Investigation of the mechanical and shrinkage properties of plastic-rubber compound modified cement mortar with recycled tire steel fiber

Abstract

To facilitate the recycling of waste solids in cement-based materials, plastic-rubber (PR) compound modified mortar (PRM) samples and recycled steel fiber (RSF)-reinforced plastic-rubber modified mortar (PRSRM) samples were prepared and tested to evaluate their mechanical and drying shrinkage properties. PR compound particles, with a mesh size of #8, replaced the natural aggregates with four volume percentages: 2%, 5%, 7.5%, and 10%. The fiber was added with a constant volume fraction of 0.2%. Accordingly, control mortar, PRM mortar with different PR replacement ratios, and PRSRM mortar with RSF were prepared and tested.
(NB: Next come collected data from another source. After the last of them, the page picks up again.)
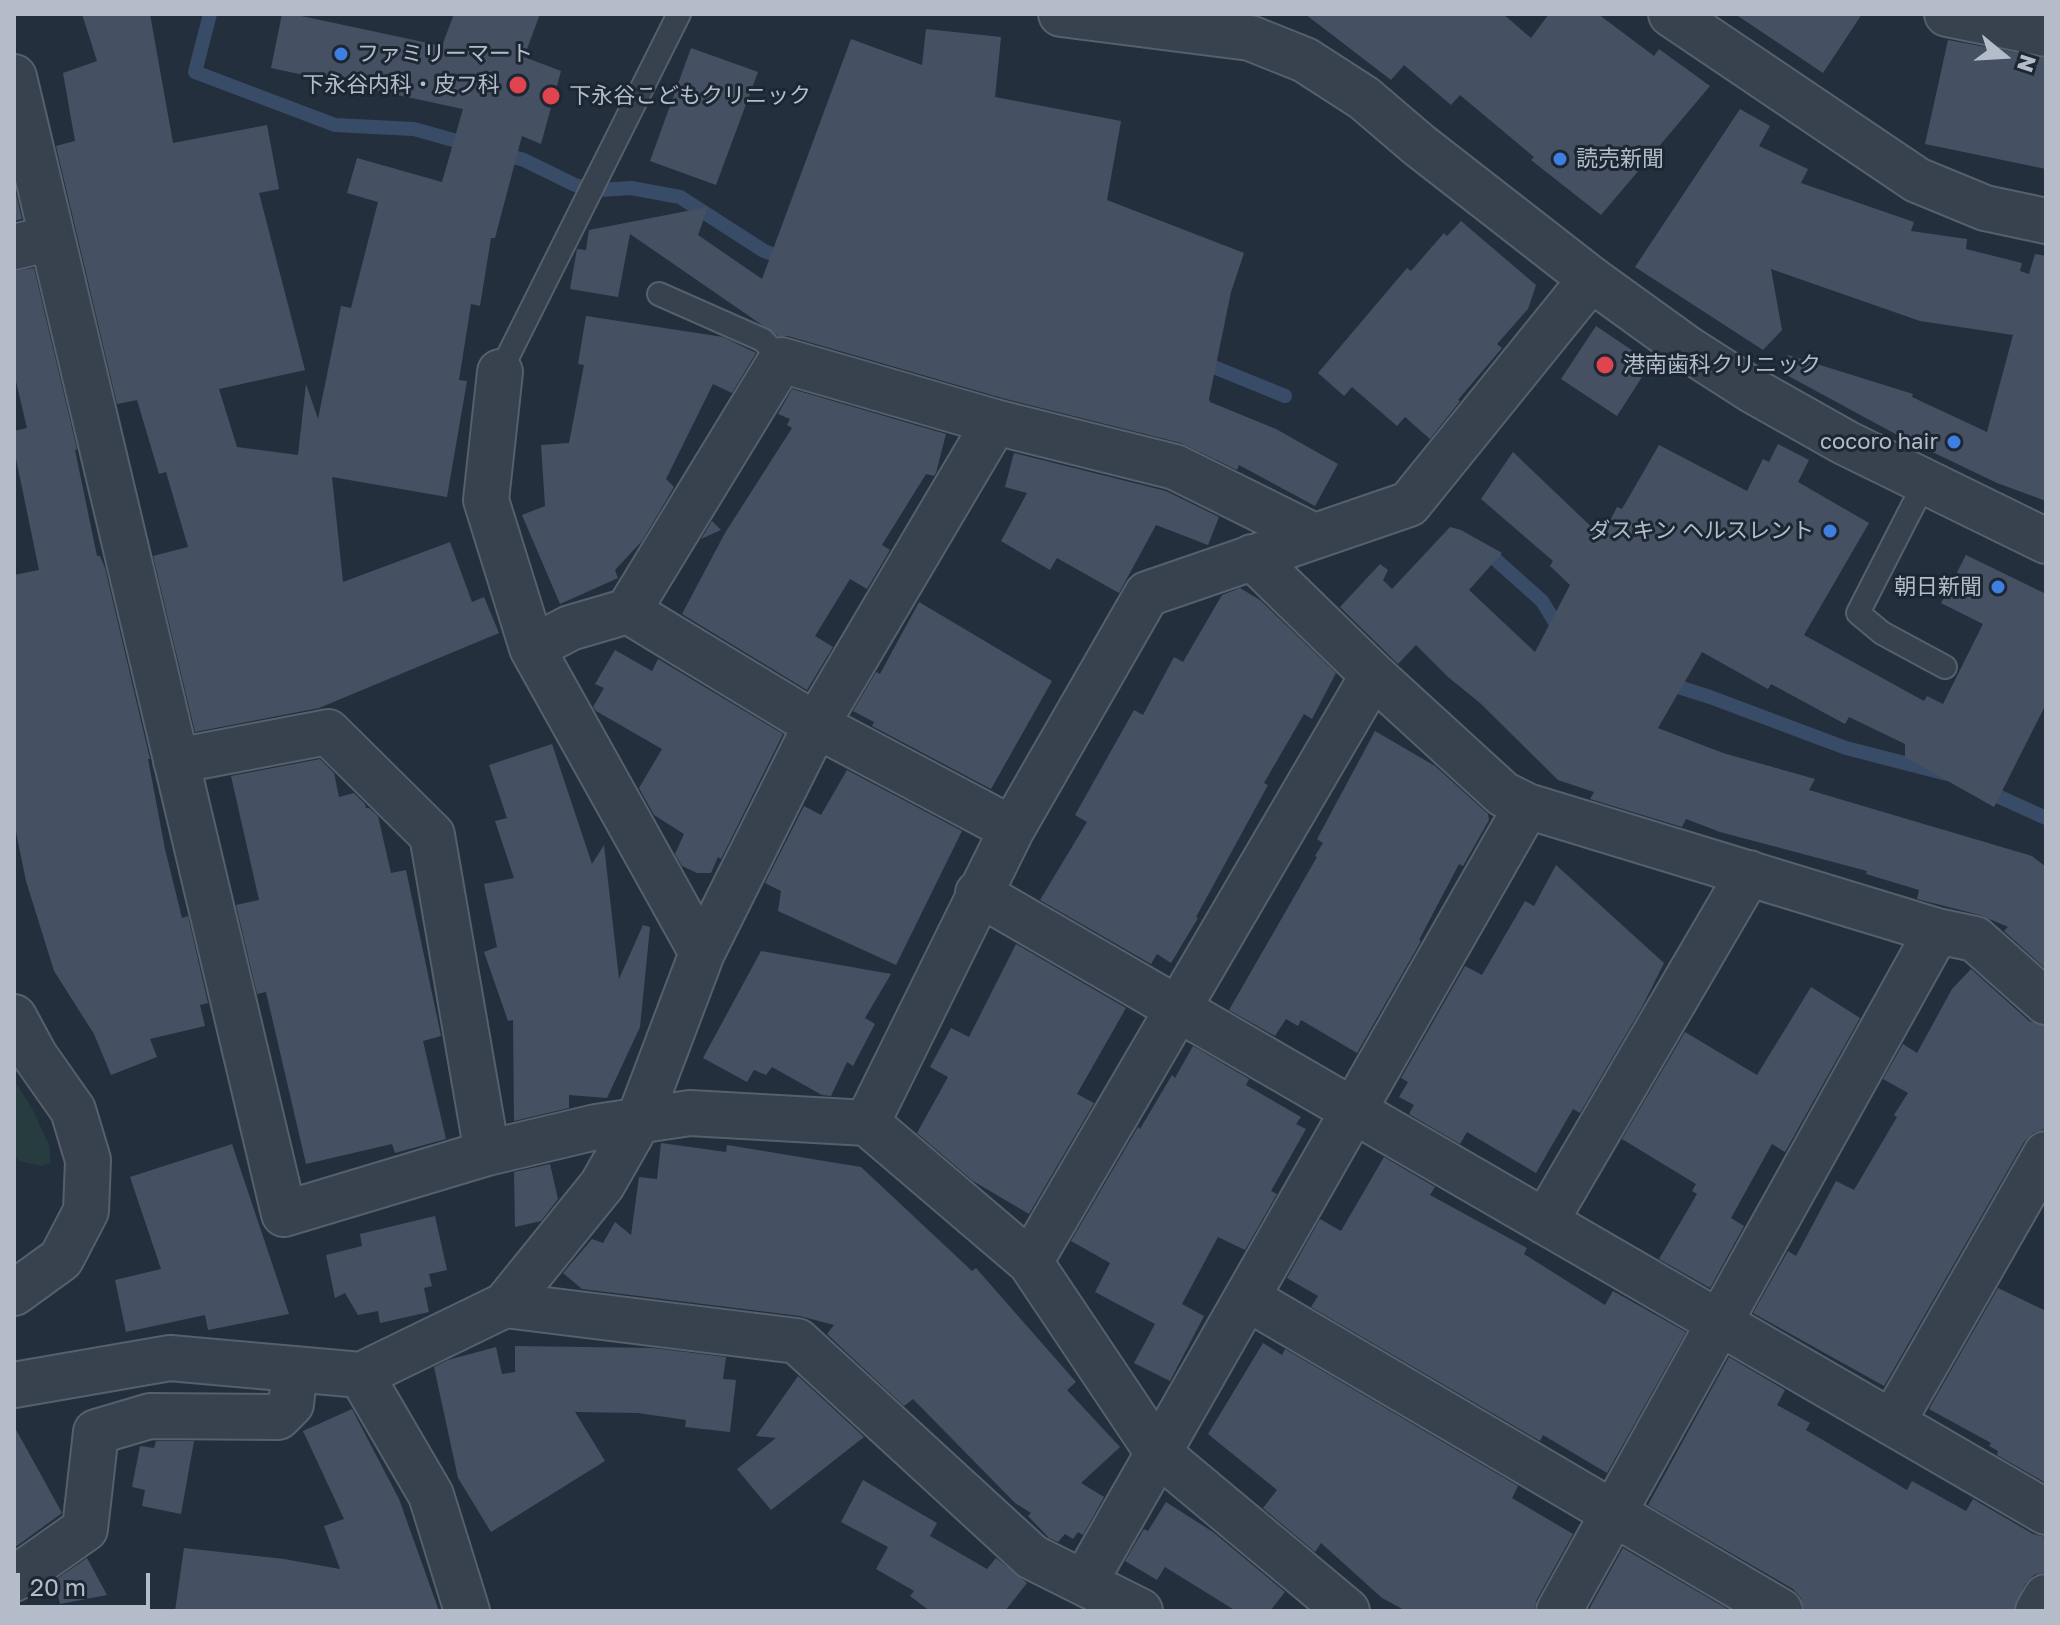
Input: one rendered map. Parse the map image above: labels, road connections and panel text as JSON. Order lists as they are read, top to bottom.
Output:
{
  "places": [
    "ファミリーマート",
    "下永谷内科・皮フ科",
    "下永谷こどもクリニック",
    "読売新聞",
    "港南歯科クリニック",
    "cocoro hair",
    "ダスキン ヘルスレント",
    "朝日新聞"
  ],
  "scale_bar": "20 m",
  "north": "right"
}
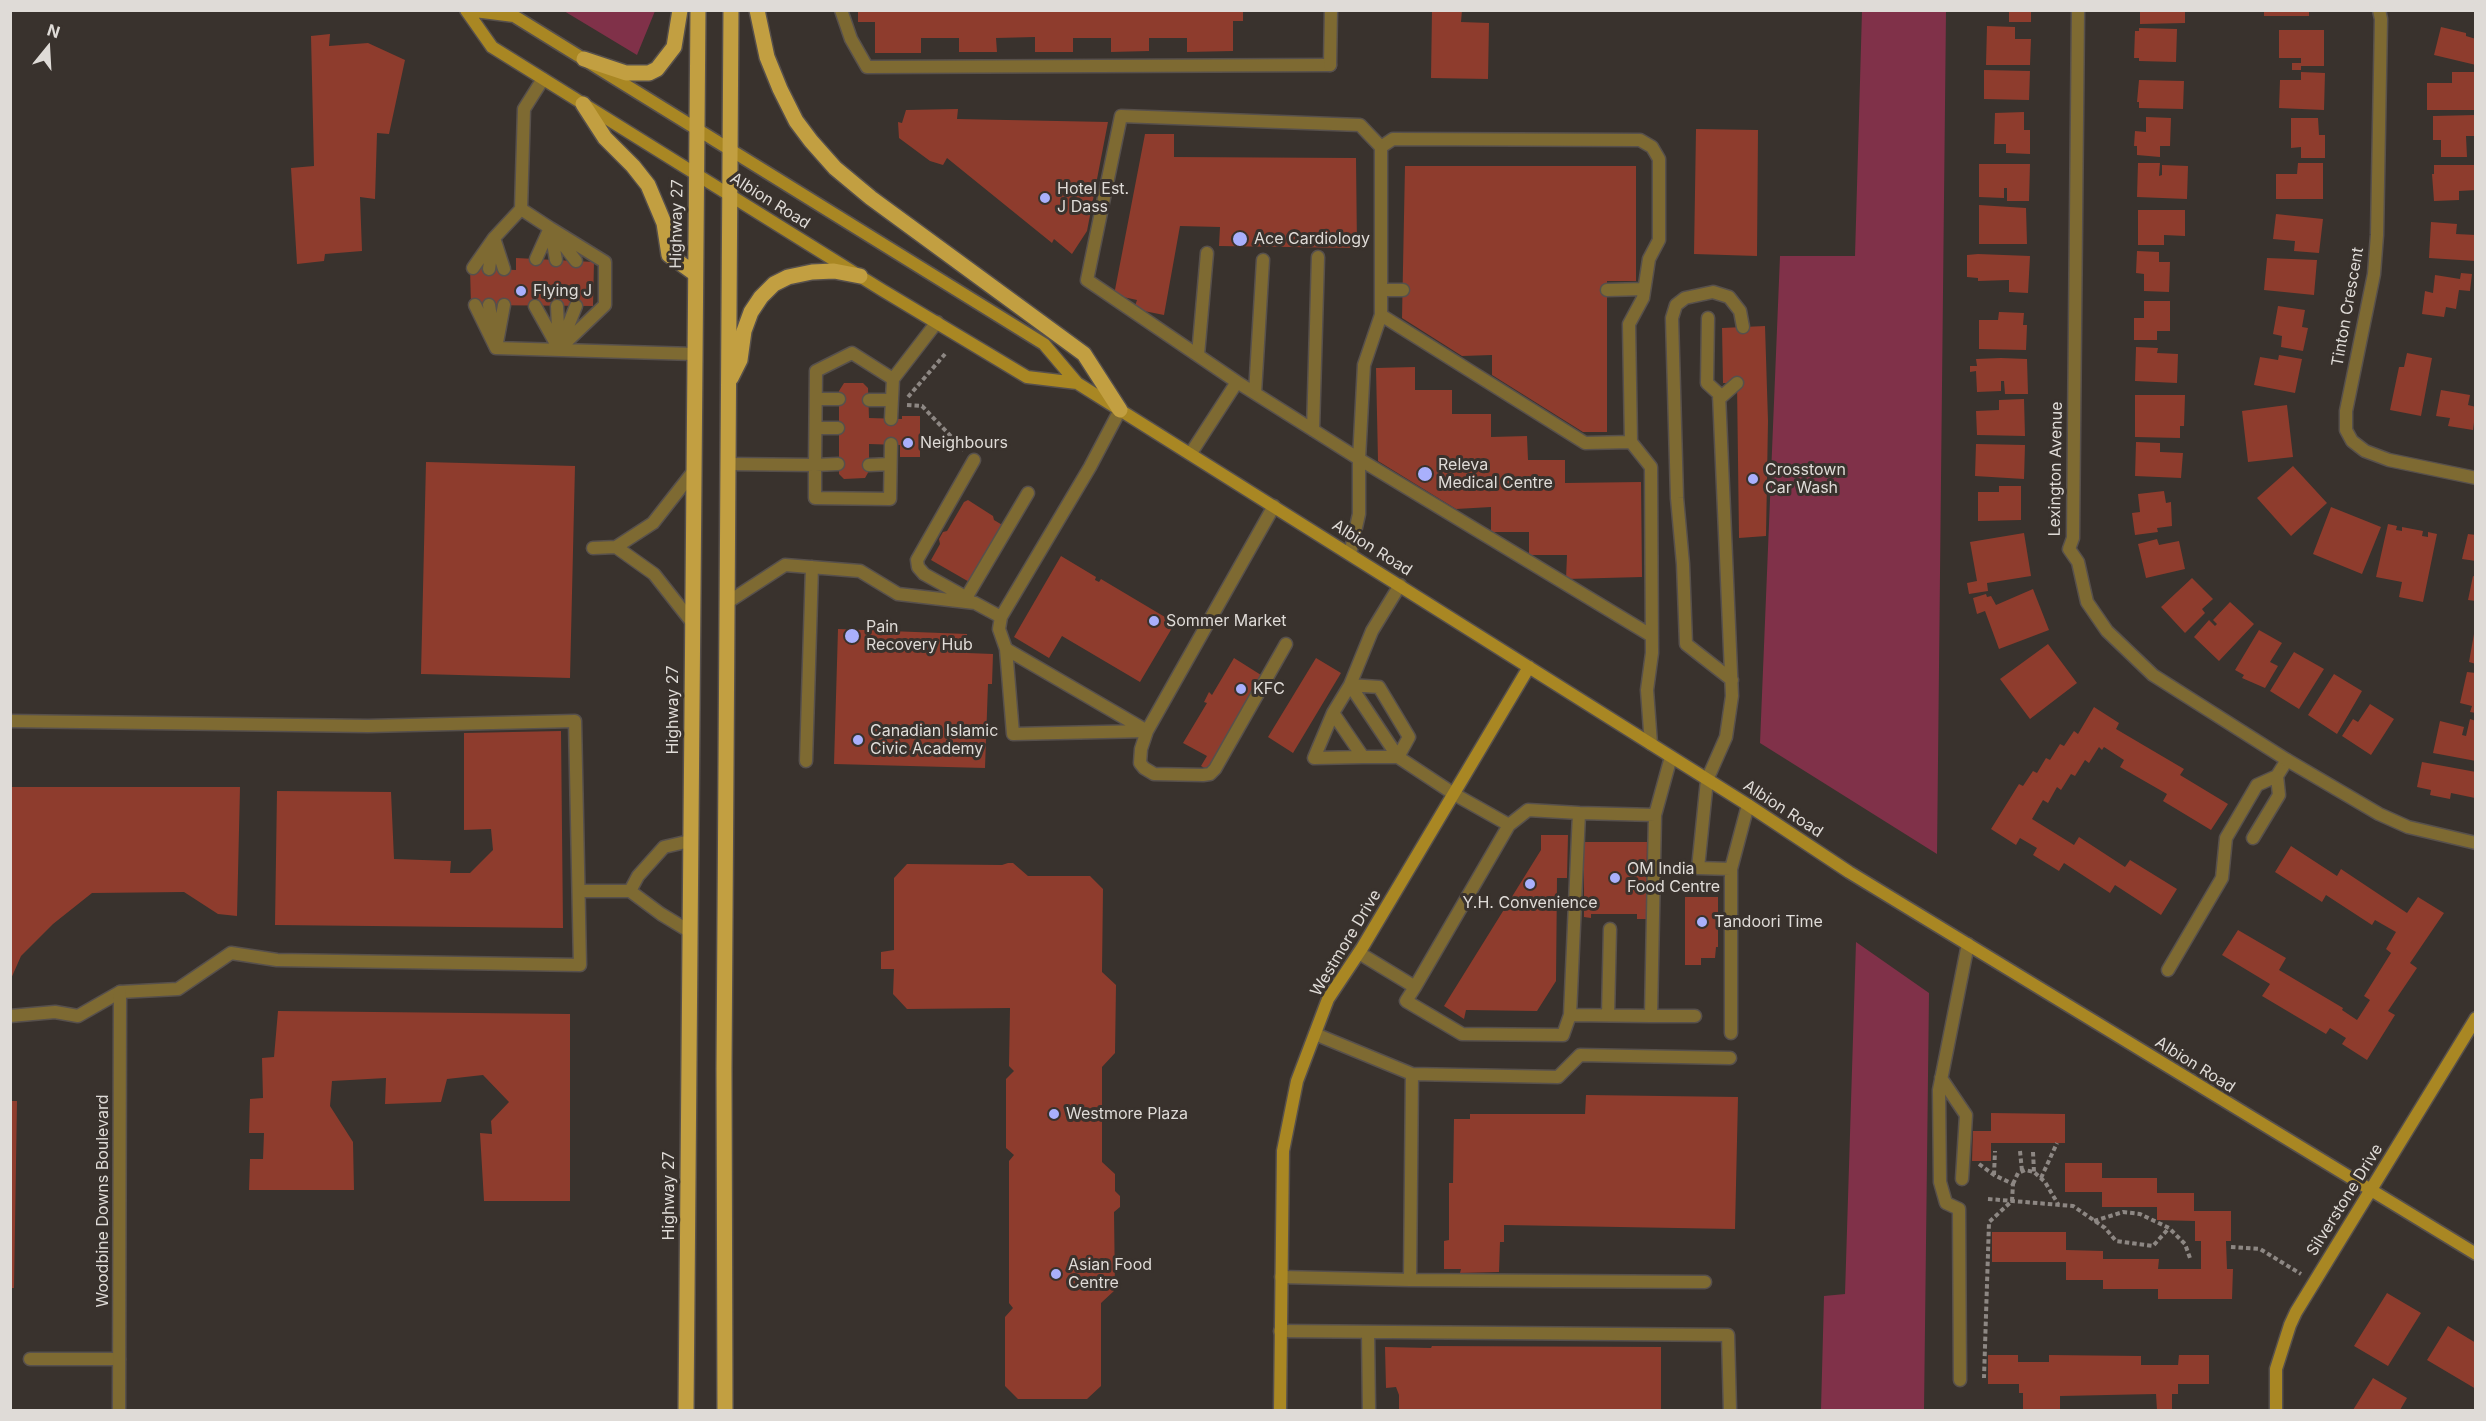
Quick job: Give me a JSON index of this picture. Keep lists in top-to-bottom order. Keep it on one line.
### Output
{"streets":{"main road":["Albion Road","Highway 27","Westmore Drive","Silverstone Drive"],"street":["Tinton Crescent","Lexington Avenue","Woodbine Downs Boulevard"]},"crossings":[["Albion Road","Highway 27"],["Albion Road","Westmore Drive"],["Albion Road","Silverstone Drive"]],"places":["Hotel Est. J Dass","Ace Cardiology","Flying J","Neighbours","Releva Medical Centre","Crosstown Car Wash","Sommer Market","Pain Recovery Hub","KFC","Canadian Islamic Civic Academy","OM India Food Centre","Y.H. Convenience","Tandoori Time","Westmore Plaza","Asian Food Centre"],"north":"top"}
A numerical splitting tension test model was also established based on the two-dimensional Distinct Element Method (DEM) to investigate the crack initiation and propagation mechanism of the PRM samples. The mechanical test results indicated that the addition of RSF enlarged the compressive strength by 14–27% PRM samples. Meanwhile, both PR and RSF improved mortar flexural behavior by increasing the fracture energy. The SEM image of a fracture surface and DEM simulation showed the crack propagation path was changed by PR particles due to its lower stiffness. Meanwhile, the 7-days drying shrinkage length change was reduced by about 25% due to the PR’s porous structure and water-retaining ability. Overall, the sustainable material design with the combination of PR and RSF would promote the full-recycling of waste tires in cement-based materials.